What the majority holds is in effect that Congress, by granting reinstatement with Sec. 304 liens, has agreed not only to give the veteran an opportunity to keep his policy in force by paying premiums but also to waive security on the reserve for the indebtedness. I do not contend that Congress could not have done this. I think it clear, however, that nothing in the act shows any such intention. The policy issued under Sec. 304 made clear provision for deducting the indebtedness from the reserve in any calculation of the cash surrender value, and nothing in the act accomplishes a repeal or waiver of this provision. On the contrary, it is plain, I think, that Congress, having in mind the various settlements accorded in the policy, cash surrender value, paid up insurance, extended insurance, provided that “the amount of unpaid premiums with interest as provided in this section shall be placed as an interest-bearing indebtedness against the insurance, such -indebtedness to bear interest at the rate of 5 per centum per annum, compounded annually, to be deducted in any settlement thereunder”. The settlement made applicable here under the automatic terms of the policy was the settlement of extended insurance. The indebtedness being greater than the reserve, when the premium was not paid under the precise terms of the policy, there was a settlement for such extended insurance as the reserve less indebtedness would buy, and this amounting to nothing, there was not, there could not have been, any extended insurance. This being so, I cannot understand how the majority can hold that the policy continued in force for three years after it had lapsed for non-payment of premiums, though there was, under the unchanged provisions of the policy, no cash surrender value with which to purchase extended insurance.

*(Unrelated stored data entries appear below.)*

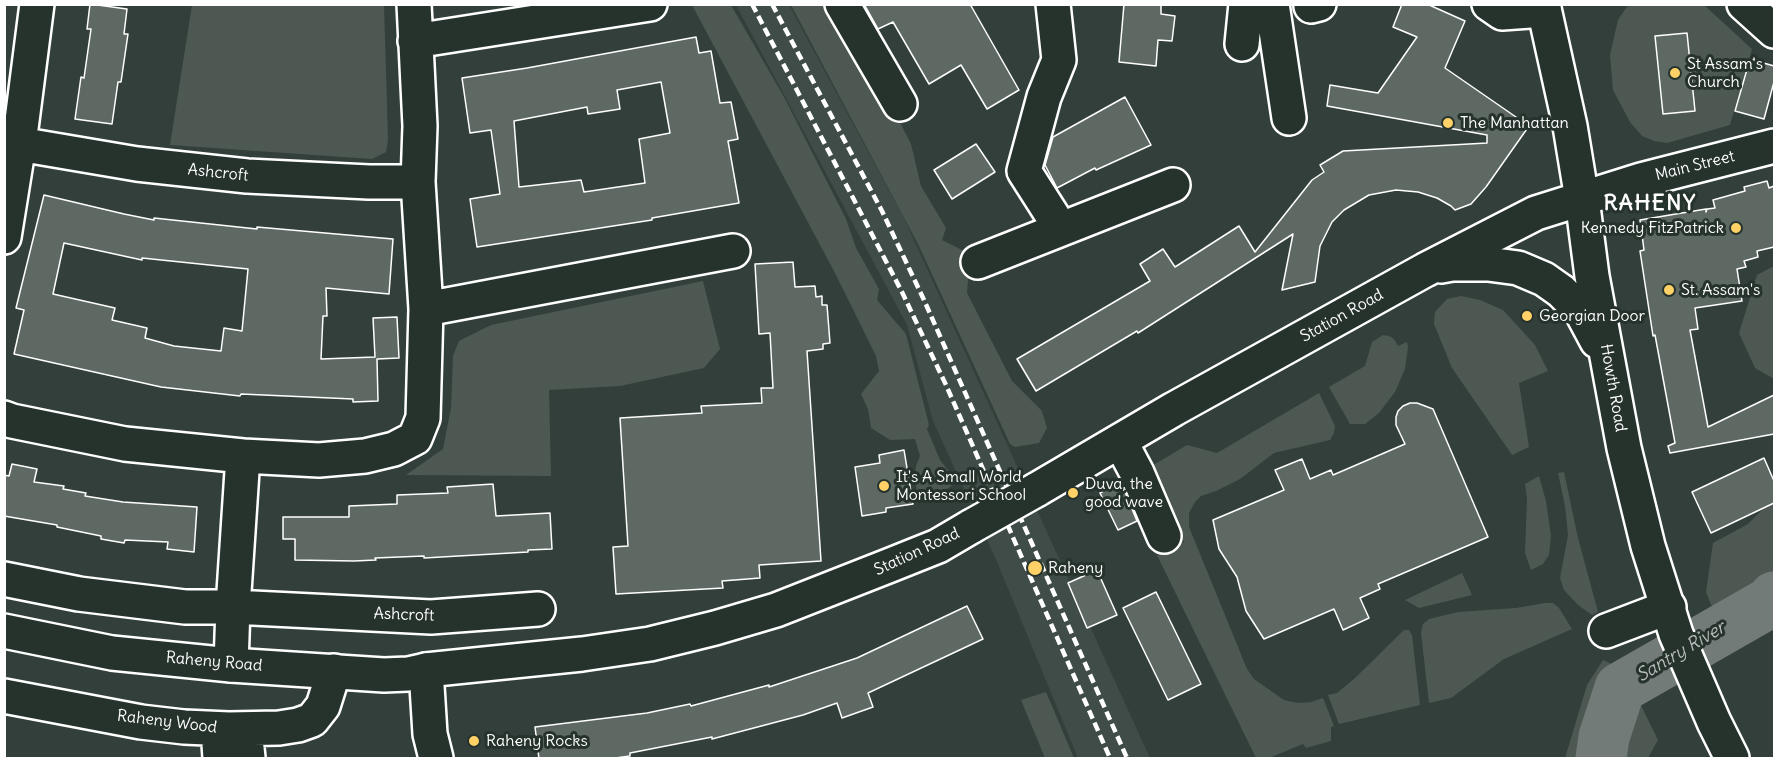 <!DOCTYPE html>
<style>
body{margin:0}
#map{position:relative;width:1779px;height:763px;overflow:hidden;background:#333f3a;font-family:Delius,sans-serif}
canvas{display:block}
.frame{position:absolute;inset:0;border:6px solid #fff;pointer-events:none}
</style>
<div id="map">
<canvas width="1779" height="763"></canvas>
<div class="frame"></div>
</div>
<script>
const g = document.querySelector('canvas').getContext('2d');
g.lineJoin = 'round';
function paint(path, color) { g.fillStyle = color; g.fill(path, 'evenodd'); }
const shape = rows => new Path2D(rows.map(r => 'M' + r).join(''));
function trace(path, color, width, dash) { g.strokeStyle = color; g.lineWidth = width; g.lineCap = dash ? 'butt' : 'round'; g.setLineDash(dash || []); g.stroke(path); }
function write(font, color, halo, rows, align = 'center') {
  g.font = font + ' Delius,sans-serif'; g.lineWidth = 6; g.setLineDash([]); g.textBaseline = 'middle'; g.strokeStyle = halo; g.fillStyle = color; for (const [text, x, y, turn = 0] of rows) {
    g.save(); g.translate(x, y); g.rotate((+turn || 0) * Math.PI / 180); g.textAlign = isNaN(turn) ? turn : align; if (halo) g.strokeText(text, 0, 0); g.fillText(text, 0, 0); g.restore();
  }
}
paint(shape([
 [736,5,789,5,904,218,1150,758,1078,758,997,562,933,421,907,325]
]), '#404c47');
paint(shape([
 [1631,4,1704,5,1752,49,1730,125,1667,143,1654,141,1642,136,1630,122,1613,90,1610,55,1618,20,1626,8],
 [192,5,384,5,388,140,386,152,372,159,170,145],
 [692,5,731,5,784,97,846,219,856,248,879,289,877,300,906,334,929,425,927,429,940,460,951,474,956,483,928,501,918,496,915,480,916,466,920,456,915,439,890,440,871,428,868,409,861,394,879,371,876,356,835,273],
 [791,5,834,5,885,93,911,144,921,186,946,228,942,240,970,254,967,293,1012,381,1042,411,1047,428,1039,443,1015,447,1010,444,918,244],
 [1774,266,1774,379,1755,368,1739,333,1757,275],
 [703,281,720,349,704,368,620,386,549,390,551,476,406,475,443,449,451,408,453,356,459,341,491,325],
 [1461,296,1480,300,1503,310,1535,345,1548,371,1519,383,1529,447,1512,455,1452,368,1434,324,1435,312,1447,299],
 [1383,335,1389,336,1394,339,1398,346,1407,342,1408,347,1405,369,1395,392,1379,413,1365,424,1350,424,1329,387,1365,366,1372,342],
 [1319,393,1335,426,1334,433,1330,440,1274,453,1240,479,1216,491,1201,496,1195,502,1189,513,1189,527,1247,669,1254,679,1284,700,1298,703,1311,702,1323,698,1334,726,1331,727,1331,741,1306,748,1303,744,1269,758,1256,758,1157,555,1184,542,1150,467,1187,445,1217,453],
 [1564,472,1578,538,1598,612,1592,615,1578,605,1564,590,1560,578,1568,535,1565,506,1558,473],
 [1539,476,1546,501,1551,536,1549,555,1543,564,1531,570,1525,553,1527,498,1525,484],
 [1774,498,1774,625,1739,646,1727,645,1706,592,1713,543,1748,524],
 [1462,573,1472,595,1419,608,1405,600],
 [1545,603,1553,603,1559,608,1572,629,1504,659,1451,698,1429,703,1421,633,1423,624,1429,619,1458,612,1516,608],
 [1404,630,1409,630,1412,635,1420,705,1339,724,1328,695,1337,693,1355,678],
 [1603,660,1623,669,1658,740,1648,758,1565,758,1587,685],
 [1046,692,1074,758,1045,758,1021,700]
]), '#4d5853');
trace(shape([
 [1601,758,1604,737,1620,688,1772,601,1774,597]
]), '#737b78', 51);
const building = shape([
 [90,4,127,9,124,34,128,34,121,82,118,82,112,124,75,119,81,77,84,78,91,29,87,29,90,4],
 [864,4,970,4,1019,90,987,109,961,65,929,84,893,22,878,29,864,4],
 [1124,4,1161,4,1161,14,1175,16,1172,41,1158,40,1156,66,1119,62,1124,4],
 [1402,4,1427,4,1465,21,1445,68,1529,126,1486,187,1471,204,1455,210,1451,206,1437,198,1418,192,1396,190,1369,195,1344,210,1332,222,1320,246,1315,282,1282,290,1293,234,1138,333,1137,331,1036,391,1017,359,1150,281,1140,264,1163,249,1175,267,1239,226,1255,252,1312,180,1324,172,1320,165,1343,151,1487,143,1487,135,1327,106,1330,85,1378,93,1417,37,1393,27,1402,4],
 [1687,33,1695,111,1663,114,1655,36,1687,33],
 [696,37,699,53,711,51,720,103,731,102,738,139,728,141,739,203,652,218,652,220,477,247,470,199,500,194,491,130,470,133,462,78,527,68,696,37],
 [661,82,670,133,639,139,645,183,584,192,581,180,519,187,514,121,587,107,588,114,620,109,617,90,661,82],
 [1750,59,1774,66,1774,82,1764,119,1735,111,1750,59],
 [1125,97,1151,145,1096,170,1095,168,1057,188,1045,165,1053,137,1125,97],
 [976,144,995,172,952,199,934,170,976,144],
 [1767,181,1769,188,1774,186,1774,247,1757,251,1758,257,1744,261,1746,267,1737,269,1742,301,1695,308,1698,329,1690,330,1708,427,1774,395,1774,434,1670,453,1668,446,1675,443,1655,335,1653,336,1640,251,1644,250,1640,220,1706,209,1706,212,1707,209,1715,208,1713,200,1745,191,1744,187,1767,181],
 [44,195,124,214,154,220,154,218,257,229,257,227,393,239,389,294,326,288,327,316,323,316,321,359,375,357,373,318,397,317,399,358,377,359,378,401,353,402,353,399,241,394,240,396,161,387,14,354,24,310,16,308,44,195],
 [64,243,142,260,142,258,248,269,242,331,224,328,221,351,174,346,145,338,147,328,112,320,115,308,53,294,64,243],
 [793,262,795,287,815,286,816,297,822,296,822,305,827,305,830,343,823,344,823,349,807,351,821,561,759,565,760,578,722,581,723,588,616,594,613,547,628,546,620,418,702,413,701,406,762,403,761,388,773,388,770,333,759,334,755,264,793,262],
 [1410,403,1417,403,1433,409,1488,537,1378,584,1380,589,1360,598,1369,618,1343,630,1334,609,1264,639,1246,611,1237,577,1219,549,1213,520,1284,490,1275,470,1302,459,1310,479,1331,470,1333,475,1405,444,1396,425,1396,417,1398,411,1403,406,1410,403],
 [904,450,913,504,886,508,886,512,862,516,855,467,880,463,879,455,904,450],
 [1764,458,1774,481,1774,503,1711,533,1692,492,1764,458],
 [12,464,37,469,34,482,64,486,63,489,86,493,85,496,123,502,197,507,194,552,167,549,168,542,125,540,124,543,101,539,101,536,57,527,57,525,4,516,4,475,9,476,12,464],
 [1121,482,1137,521,1118,530,1100,493,1121,482],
 [493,484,496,516,550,513,552,549,528,550,528,552,424,558,424,556,375,558,376,560,354,561,295,560,295,539,283,539,283,517,349,517,349,506,397,504,397,495,448,493,447,487,493,484],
 [1097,570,1117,615,1087,628,1068,583,1097,570],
 [1156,592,1201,684,1168,700,1123,608,1156,592],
 [967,606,983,639,868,693,873,707,842,718,837,703,803,715,712,739,712,737,630,753,630,756,608,759,539,759,535,727,647,713,690,704,691,706,769,685,769,687,857,658,967,606]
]);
paint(building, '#5f6964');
trace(building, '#fff', 1.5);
const minor = shape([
 [842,4,900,104],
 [1053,4,1059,60,1044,97,1024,171,1061,229],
 [1272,4,1289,118],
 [1489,4,1502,13,1544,10],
 [1744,4,1774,31],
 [1311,6,1319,4],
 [415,41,650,4],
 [1242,44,1246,4],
 [19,144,137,164,247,176,369,182,418,182],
 [4,237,19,144,37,4],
 [978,262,1173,185],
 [426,309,733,251],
 [4,418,12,421,125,444,243,456],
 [1120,441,1137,473,1164,536],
 [4,579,79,594,185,607,233,607,431,617,538,609],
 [1606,631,1669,607],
 [231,665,233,607,243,456,319,460,365,456,394,449,415,438,423,418,426,309,418,182,420,126,414,4],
 [426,670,430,734,436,758],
 [4,696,141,722,184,727,229,729,279,728,298,725,312,720,323,706,334,671],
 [218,729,220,758],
 [245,729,248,758]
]);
const major = shape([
 [1543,4,1570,126,1582,199,1592,276,1624,448,1648,546,1676,634,1714,722,1732,758],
 [1441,266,1452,264,1488,264,1518,268,1544,279,1561,291,1581,311,1597,341],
 [1036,490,1174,409,1425,270,1536,213,1641,180,1774,146],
 [4,631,112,653,231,665,384,675,408,674,426,670,582,654,650,644,715,628,776,610,888,566,938,546,972,526]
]);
trace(minor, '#fff', 38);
trace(major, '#fff', 38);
trace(minor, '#26332d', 33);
trace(major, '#26332d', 33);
trace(shape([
 [752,4,902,292,946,385,1110,758],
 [772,4,882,211,924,300,1127,758]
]), '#fff', 4.5, [9, 4.5]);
const majorBridge = shape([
 [972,526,1036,490]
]);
trace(majorBridge, '#fff', 38, []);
trace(majorBridge, '#26332d', 33);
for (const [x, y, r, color] of [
 [1675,73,6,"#ffd166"],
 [1448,123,6,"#ffd166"],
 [1736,228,6,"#ffd166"],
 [1669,290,6,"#ffd166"],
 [1527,316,6,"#ffd166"],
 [884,486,6,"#ffd166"],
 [1073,493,6,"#ffd166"],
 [1035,568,8,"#ffd166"],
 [474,741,6,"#ffd166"]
]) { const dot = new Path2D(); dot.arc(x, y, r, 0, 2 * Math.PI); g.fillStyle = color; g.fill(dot); trace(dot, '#26332d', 2); }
write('16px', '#fff', '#26332d', [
 ["St Assam's",1687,64],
 ["Church",1687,82],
 ["The Manhattan",1460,123],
 ["Kennedy FitzPatrick",1724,228,"right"],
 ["St. Assam's",1681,290],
 ["Georgian Door",1539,316],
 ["It's A Small World",896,477],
 ["Montessori School",896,495],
 ["Duva, the",1085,484],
 ["good wave",1085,502],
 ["Raheny",1048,568],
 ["Raheny Rocks",486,741]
], 'left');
write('16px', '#fff', '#26332d', [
 ["Main Street",1695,166,-14],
 ["Ashcroft",218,173,6],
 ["Station Road",1342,316,-29],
 ["Howth Road",1613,388,80],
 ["Station Road",917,552,-25],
 ["Ashcroft",404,615,2],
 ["Raheny Road",214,662,5],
 ["Raheny Wood",167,722,7]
]);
write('italic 18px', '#b9bdbc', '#26332d', [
 ["Santry River",1681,652,-31]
]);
g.letterSpacing = '1.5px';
write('bold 22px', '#fff', '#26332d', [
 ["RAHENY",1650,204]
]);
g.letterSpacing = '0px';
</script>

When the case was here before, we said of a similar contention there made, “This seems an unreasonable construction, since the extended insurance is supposed to be purchased by the cash surrender value, and it would leave the indebtedness to increase while the surrender value which was a security for the indebtedness is exhausted by the extension of the insurance. The construction ought not to prevail unless required by the applicable language.” I am of that opinion still, and I respectfully dissent from the affirmance of the judgment.

 Moskowitz v. United States, 5 Cir., 145 F.2d 196, 197.

 United States v. Citizens Loan & Trust Co., 316 U.S. 209, 62 S.Ct. 1026, 86 L.Ed. 1387; United States v. Jackson, 280 U.S. 183, 193, 50 S.Ct. 143, 74 L.Ed. 361.